I upgraded to kernel 3.4.0-gentoo today and noticed immediately that GDM didn't look right.  It was pretty obvious, since over the course of a couple of reboots, it either showed a completely corrupt screen, or - strangely - a perfectly good background image, but absolutely no controls (no user list, no top bar, etc.).  The pointer was fine, and GDM was obviously running and responding because I could log in, though I only knew this because the background image changed and the hard drive activity was audible.  GNOME Shell didn't render any better than GDM.

Thankfully, I could still switch VTs, and log in on a good old fashioned text console, allowing me to reboot and go back to 3.3.5-gentoo.  All I know so far is the problem doesn't seem to be related to the choice of PCIe ASPM profile; I tried all three, since the option was presented as new when doing "make oldconfig", but none seemed to work.

Anyone else having similar problems?Last edited by mangobrain on Thu May 24, 2012 9:28 pm; edited 1 time in total

----------

## BillWho

mangobrain,

If you're using the ati closed source drivers, there is a problem with it.

https://bugs.gentoo.org/show_bug.cgi?id=413569

I added my two cents to it yesterday and then decided to migrate to the radeon driver.

Good luck   :Wink: 

----------

## mangobrain

I'm using the open source driver - have been for a while now, and this is the first time I've had any sort of big regression.

----------

## i92guboj

Did you try some other DM the where mutter compositor is not involved?

Also, are you sure you are using the gallium opengl backend?

----------

## mangobrain

I didn't, because I don't have any other DMs installed at the moment.  glxinfo (after booting 3.3.5) states the following:

OpenGL renderer string: Gallium 0.4 on AMD CAYMAN

OpenGL version string: 2.1 Mesa 8.0.2

As noted, plain-text consoles appeared to work fine under 3.4.0, but I didn't do much other than switch VTs and reboot.  GNOME 3 is the only desktop I have installed at the moment, and I'd rather stay on 3.3.5 until this is figured out rather than go through the pain of installing and configuring another environment.

----------

## i92guboj

You don't have to go thru the pain of anything.
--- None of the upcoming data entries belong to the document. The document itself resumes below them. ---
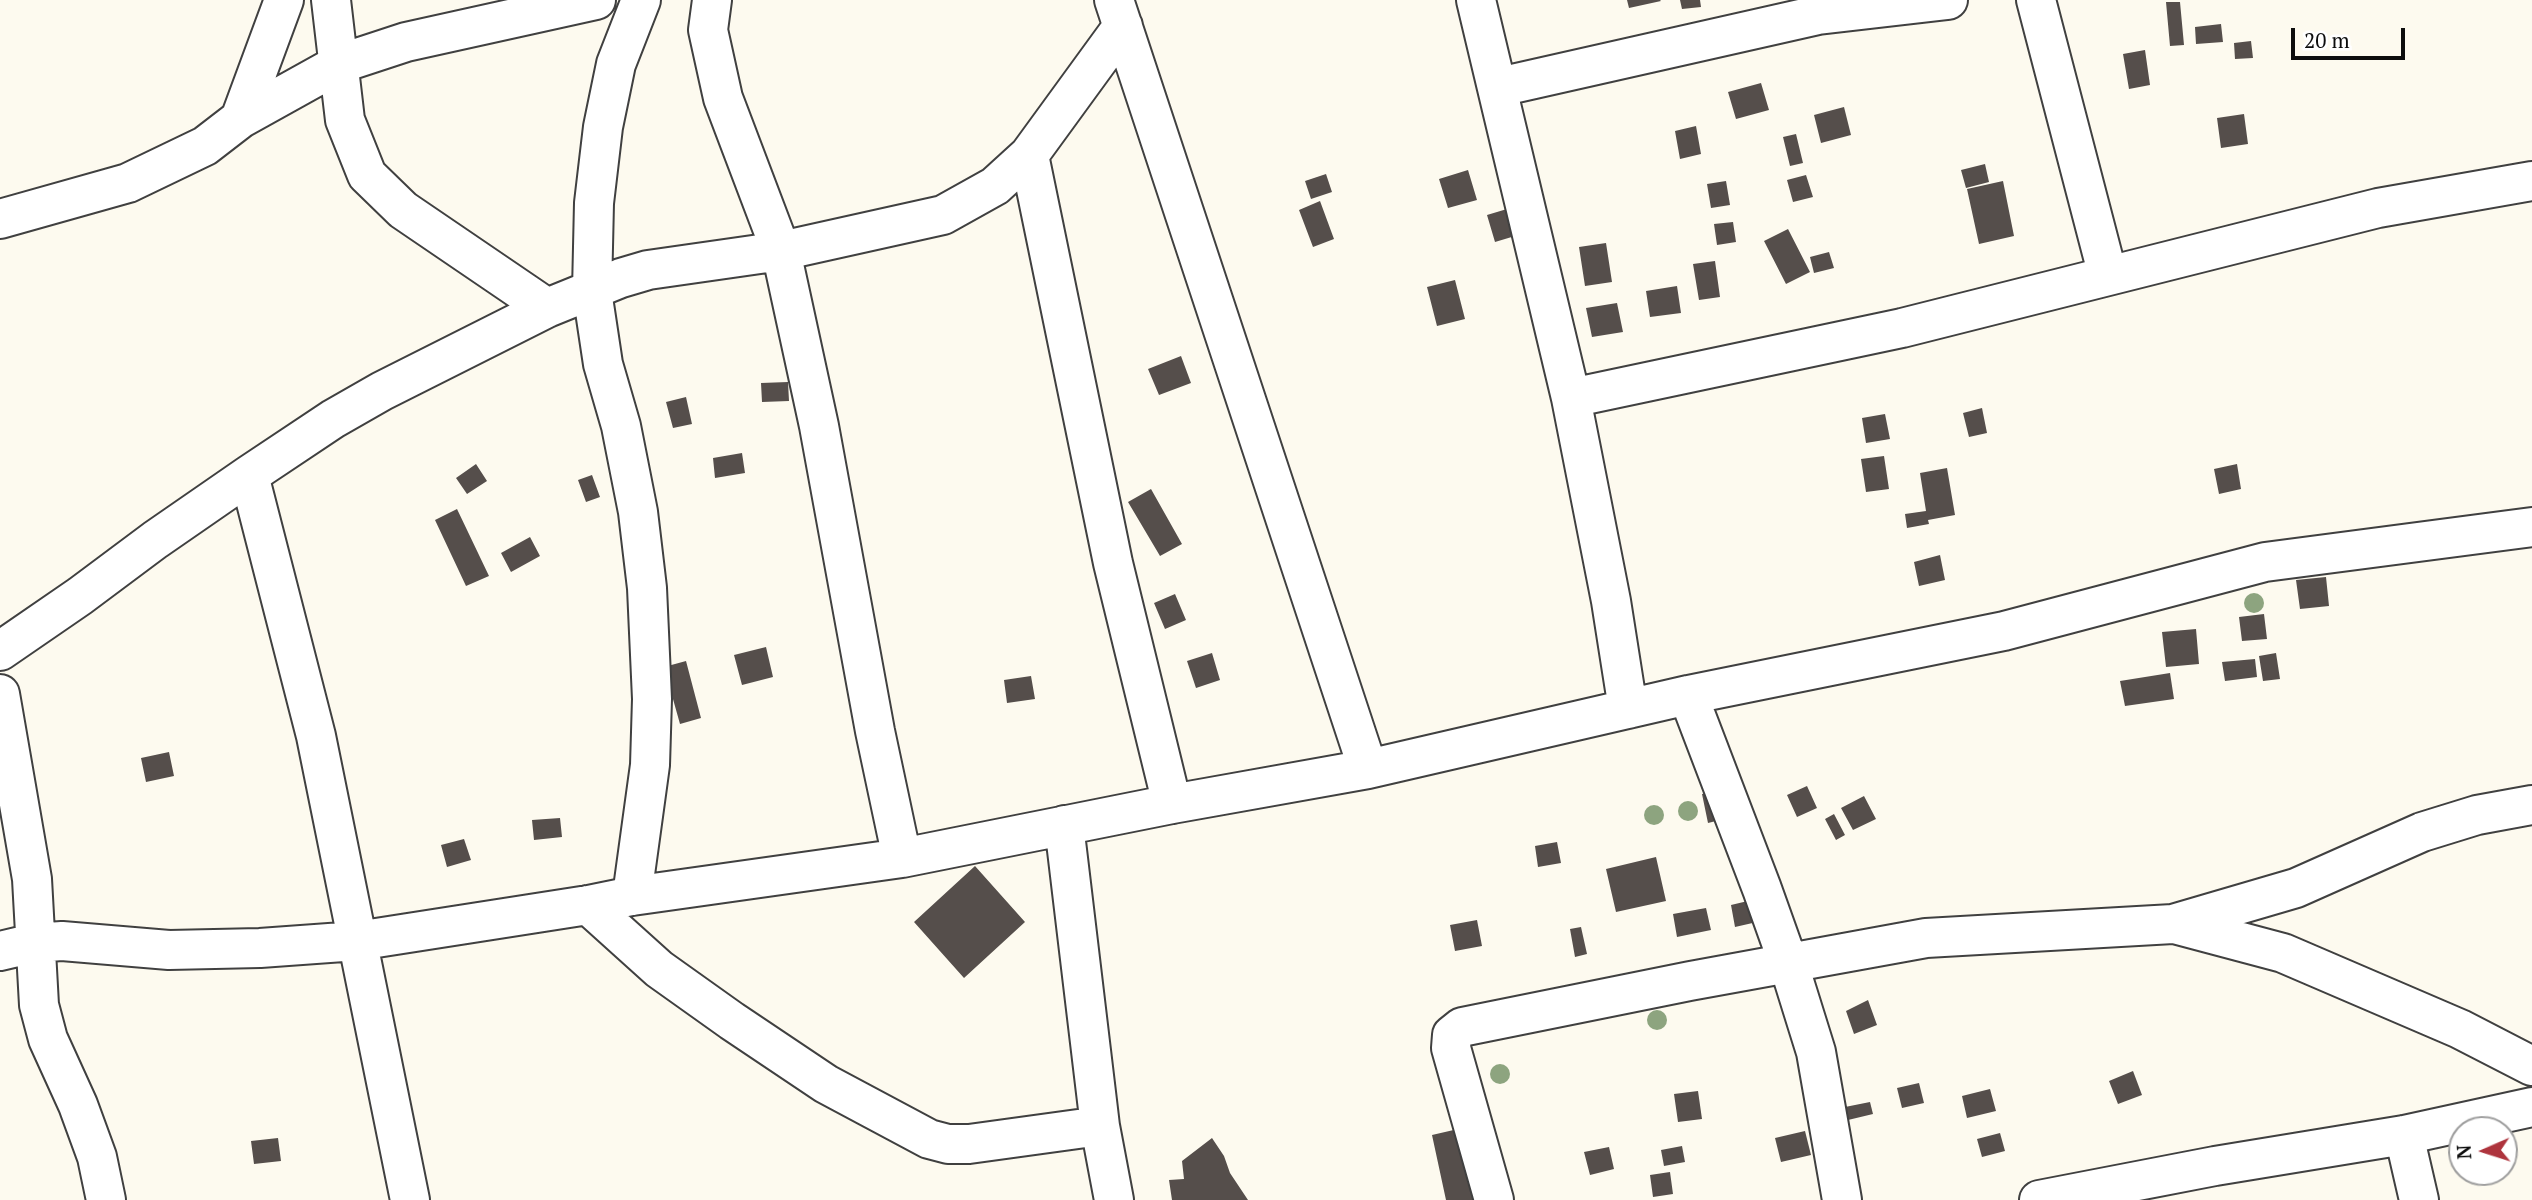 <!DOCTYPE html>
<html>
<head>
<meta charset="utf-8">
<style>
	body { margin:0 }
	#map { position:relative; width:2532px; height:1200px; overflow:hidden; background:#fdfaef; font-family:"PT Serif",serif }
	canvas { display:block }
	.north { position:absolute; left:2448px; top:1116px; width:70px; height:70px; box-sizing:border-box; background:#fff; border:2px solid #9e9e9e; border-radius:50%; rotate:267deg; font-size:19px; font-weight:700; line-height:28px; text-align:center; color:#0d0d0d }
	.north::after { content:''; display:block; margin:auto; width:24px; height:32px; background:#ae343d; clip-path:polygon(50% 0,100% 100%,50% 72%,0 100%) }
	.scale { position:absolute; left:2291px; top:28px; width:114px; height:32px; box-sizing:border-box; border:4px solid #0d0d0d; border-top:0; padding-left:9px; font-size:21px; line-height:24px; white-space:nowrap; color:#0d0d0d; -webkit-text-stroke:5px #fff; paint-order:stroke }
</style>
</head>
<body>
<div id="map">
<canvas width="2532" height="1200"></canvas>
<div class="north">N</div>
<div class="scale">20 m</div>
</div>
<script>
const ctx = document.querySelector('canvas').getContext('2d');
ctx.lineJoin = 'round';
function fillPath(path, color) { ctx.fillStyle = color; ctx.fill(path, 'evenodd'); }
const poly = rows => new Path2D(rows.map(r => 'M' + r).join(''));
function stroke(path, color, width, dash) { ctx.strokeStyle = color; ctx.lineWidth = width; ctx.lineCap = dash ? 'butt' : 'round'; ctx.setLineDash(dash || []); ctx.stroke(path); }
fillPath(poly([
	[1627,0,1660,0,1661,1,1629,8],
	[1680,0,1700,0,1701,7,1682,9],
	[2166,2,2180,2,2184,45,2170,46],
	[2221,24,2223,42,2196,44,2195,27],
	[2251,41,2253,58,2235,59,2234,43],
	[2145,50,2150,85,2129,89,2123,54],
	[1761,83,1769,110,1736,119,1728,92],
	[1844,107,1851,135,1821,143,1814,115],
	[2244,114,2248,144,2221,148,2217,118],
	[1696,126,1701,154,1680,159,1675,131],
	[1796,134,1803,163,1790,166,1783,137],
	[1985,164,1989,182,1966,188,1961,170],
	[1468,170,1477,200,1448,208,1439,179],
	[1326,174,1332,192,1311,199,1305,181],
	[1806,175,1813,197,1793,202,1787,180],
	[1726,181,1730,205,1711,208,1707,184],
	[2003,181,2014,236,1979,244,1967,189],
	[1320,201,1334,239,1313,247,1299,210],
	[1507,209,1515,236,1495,242,1487,215],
	[1733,222,1736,242,1717,245,1714,224],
	[1788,229,1810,272,1786,284,1764,241],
	[1606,243,1612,282,1585,286,1579,247],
	[1829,252,1834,268,1814,273,1810,257],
	[1715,261,1720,297,1699,300,1693,264],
	[1455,280,1465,319,1437,326,1427,287],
	[1677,286,1681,313,1650,317,1646,291],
	[1617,303,1623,332,1592,337,1586,308],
	[1181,356,1191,383,1159,395,1148,369],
	[788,382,789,401,762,402,761,383],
	[686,397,692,424,673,428,666,402],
	[1982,408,1987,433,1969,437,1963,413],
	[1885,414,1890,439,1866,443,1862,418],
	[742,453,745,473,715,478,713,458],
	[1884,456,1889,489,1866,492,1861,459],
	[476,464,487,481,467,494,456,478],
	[2237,464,2241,489,2219,494,2214,469],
	[1947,468,1955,515,1928,520,1929,524,1907,528,1905,514,1926,511,1920,473],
	[592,475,600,497,586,502,578,480],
	[1151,489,1182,544,1160,556,1128,502],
	[457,509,489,576,466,586,435,520],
	[530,537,540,556,511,572,501,553],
	[1940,555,1945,580,1919,586,1914,562],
	[2326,577,2329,606,2300,609,2296,580],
	[1175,594,1186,620,1165,629,1154,603],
	[2264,614,2267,639,2242,641,2239,617],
	[2196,629,2199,664,2166,667,2162,632],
	[766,647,773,677,742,685,734,655],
	[1212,653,1220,680,1196,688,1187,661],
	[2276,653,2280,679,2263,681,2259,656],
	[2255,659,2257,677,2225,681,2222,662],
	[686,661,701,718,680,724,664,667],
	[2170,673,2174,699,2125,706,2120,681],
	[1031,676,1035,699,1007,703,1004,680],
	[169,752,174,776,146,782,141,758],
	[1807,786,1817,808,1797,817,1787,795],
	[1717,791,1724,819,1708,823,1702,794],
	[1864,796,1876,819,1853,830,1841,808],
	[1834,814,1845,835,1836,840,1825,819],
	[560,818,562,837,534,840,532,820],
	[464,839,471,860,447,867,441,845],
	[1557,842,1561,863,1538,867,1535,846],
	[1656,857,1666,901,1616,912,1606,869],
	[975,866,1025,922,964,978,914,922],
	[1752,900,1757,922,1735,927,1731,905],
	[1706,908,1711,930,1677,937,1673,914],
	[1477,920,1482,946,1455,951,1450,925],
	[1581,927,1587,954,1575,957,1570,929],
	[1868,1000,1877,1025,1854,1034,1846,1011],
	[2133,1071,2142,1095,2118,1104,2109,1081],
	[1919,1083,1924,1103,1902,1108,1897,1088],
	[1990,1089,1996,1111,1967,1118,1962,1096],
	[1698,1091,1702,1119,1678,1122,1674,1094],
	[1870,1102,1873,1114,1848,1120,1845,1107],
	[1458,1129,1474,1200,1446,1200,1432,1135],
	[1805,1131,1811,1155,1781,1162,1775,1138],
	[2000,1133,2005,1151,1982,1157,1977,1139],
	[278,1138,281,1161,254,1164,251,1141],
	[1212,1138,1224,1156,1230,1173,1248,1200,1172,1200,1169,1180,1184,1179,1182,1161],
	[1682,1146,1685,1162,1664,1166,1661,1150],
	[1609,1147,1614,1169,1590,1175,1584,1152],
	[1670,1172,1673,1194,1653,1197,1650,1175]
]), '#554e4b');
const minor = poly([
	[331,0,345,120,367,175,403,210,547,308],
	[712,0,708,30,723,98,781,251,819,426,875,731,902,858],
	[1114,0,1368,769],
	[1476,0,1571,398,1611,601,1628,709],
	[2036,0,2108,276],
	[1499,87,1818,15,1948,0],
	[240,119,284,0],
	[1029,155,1113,563,1172,804],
	[0,219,128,183,205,146,240,119,339,64,406,42,596,0],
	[1571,398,1902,328,2378,208,2532,181],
	[249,475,316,736,410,1200],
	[0,651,80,596,155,540,249,475,333,419,382,391,547,308,621,278,648,270,781,251,943,215,995,186,1029,155,1123,26],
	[0,694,32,879,39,1005,48,1039,78,1105,97,1157,106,1200],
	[1688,695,1762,889,1788,962,1816,1052,1842,1200],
	[1064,825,1100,1126,1114,1200],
	[632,896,650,765,652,699,647,588,638,512,621,426,603,364,592,291,594,203,603,127,616,64,641,0],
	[588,905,659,969,732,1021,826,1084,929,1139,948,1144,969,1144,1100,1126],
	[2174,924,2283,953,2460,1029,2532,1066],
	[0,951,34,943,62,941,169,950,260,948,357,941,588,905,632,896,902,858,1172,804,1368,769,1688,695,2004,631,2265,562,2532,527],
	[2404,1135,2419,1200],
	[1494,1200,1451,1048,1452,1035,1462,1027,1690,981,1926,938,2173,924,2296,888,2422,832,2477,815,2532,805],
	[2039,1200,2215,1166,2404,1135,2532,1107]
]);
stroke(minor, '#404040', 42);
stroke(minor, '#fff', 38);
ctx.fillStyle = '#8da47f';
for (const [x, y] of [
	[2254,603],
	[1688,811],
	[1654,815],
	[1657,1020],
	[1500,1074]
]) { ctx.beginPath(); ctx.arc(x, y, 10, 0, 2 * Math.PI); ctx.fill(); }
</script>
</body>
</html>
All you need to do is to emerge xdm, set it to be your DM by editing /etc/conf.d/xdm, and do /etc/init.d/xdm restart, and see if that works. If it does, then you know it's some kind of weirdness between the radeon driver and the mutter compositor, which is the most likely candidate.

If you prefer to wait then it's fine, your choice. But it's not like you have to install kde to check this  :Smile: 

You could also try setting USE="-gnome-shell -plymouth" for gdm, and recompiling it, to see if that helps.

----------

## mangobrain

Fair point, XDM is pretty lightweight.  :Smile:  Will try that later when I get home.

----------

## mangobrain

OK... booting into 3.4.0-gentoo, killing GDM then just doing plain-old "startx", it seems that X itself is mostly OK, the problem appears to be restricted to OpenGL-related things.  Running glxgears from xterm produces the following output, repeated over and over:

radeon: The kernel rejected CS, see dmesg for more information.

dmesg says:

radeon 0000:01:00.0: evergreen_packet3_check:2055 invalid cmd stream 994

[drm:radeon_cs_ib_chunk] *ERROR* Invalid command stream !

radeon 0000:01:00.0: evergreen_surface_value_conv_check:325 cb invalid array mode 6

radeon 0000:01:00.0: evergreen_packet3_check:2055 invalid cmd stream 582

[drm:radeon_cs_ib_chunk] *ERROR* Invalid command stream !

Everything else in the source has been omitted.